There are so many different types of hats that it is probably possible to come up with a dictionary of hats, with a different type for each letter of the alphabet. If the children get stuck on some letters, for example ‘x’ or ‘z’, they can always invent new hats for them! Can the children draw a xylophone hat or a zebra hat? You could present your ideas as a pop-up novelty or flap book designed for younger children in the school, for example lifting the letter or the word flap will reveal the hat and the wearer! It’s a good way of extending the children’s vocabulary, too, as they discover the wonderful names given to different hats.

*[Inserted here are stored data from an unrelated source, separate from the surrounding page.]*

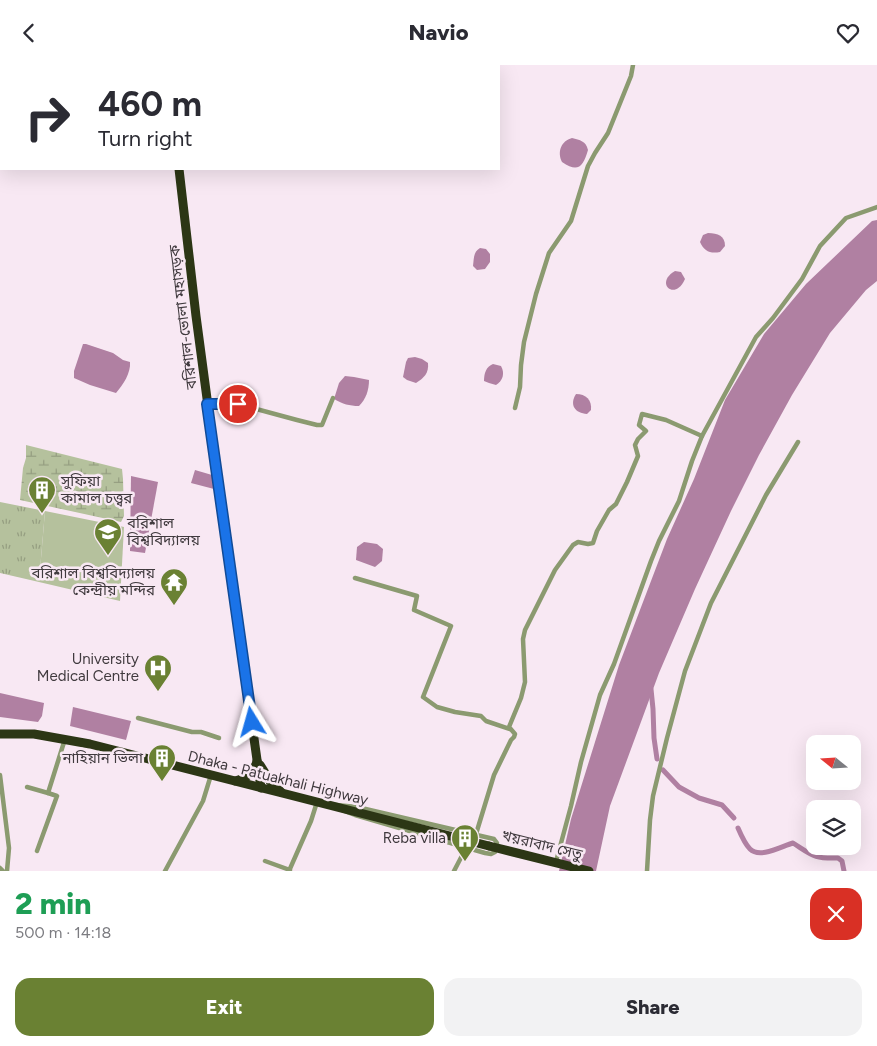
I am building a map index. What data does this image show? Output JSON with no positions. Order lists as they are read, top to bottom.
{
  "streets": {
    "highway": ["বরিশাল-ভোলা মহাসড়ক", "Dhaka - Patuakhali Highway", "খয়রাবাদ সেতু"]
  },
  "crossings": [
    ["বরিশাল-ভোলা মহাসড়ক", "Dhaka - Patuakhali Highway"],
    ["Dhaka - Patuakhali Highway", "খয়রাবাদ সেতু"]
  ],
  "places": {
    "building": ["সুফিয়া কামাল চত্ত্বর", "নাহিয়ান ভিলা", "Reba villa"],
    "school or university": ["বরিশাল বিশ্ববিদ্যালয়"],
    "temple": ["বরিশাল বিশ্ববিদ্যালয় কেন্দ্রীয় মন্দির"],
    "hospital": ["University Medical Centre"]
  },
  "north": "left",
  "page": {
    "header": "Navio",
    "turn": ["460 m", "Turn right"],
    "heading": ["2 min", "500 m · 14:18"],
    "buttons": ["Exit", "Share"]
  }
}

For this activity, try to provide a varied selection of hats. A fancy dress hire shop or a car boot sale might be a good source. The children might also be able to bring in some hats from home. Give a different hat to each group of children and ask them to become the character wearing the hat. Encourage them to improvise first, and later to write a few lines of dialogue for their character. You could link to history topics the children have studied by providing a selection of Victorian hats, such as a gentleman’s top hat, a lady’s bonnet or a servant’s mop cap. Invite the children to create a mini-drama and write a stage script involving these Victorian characters.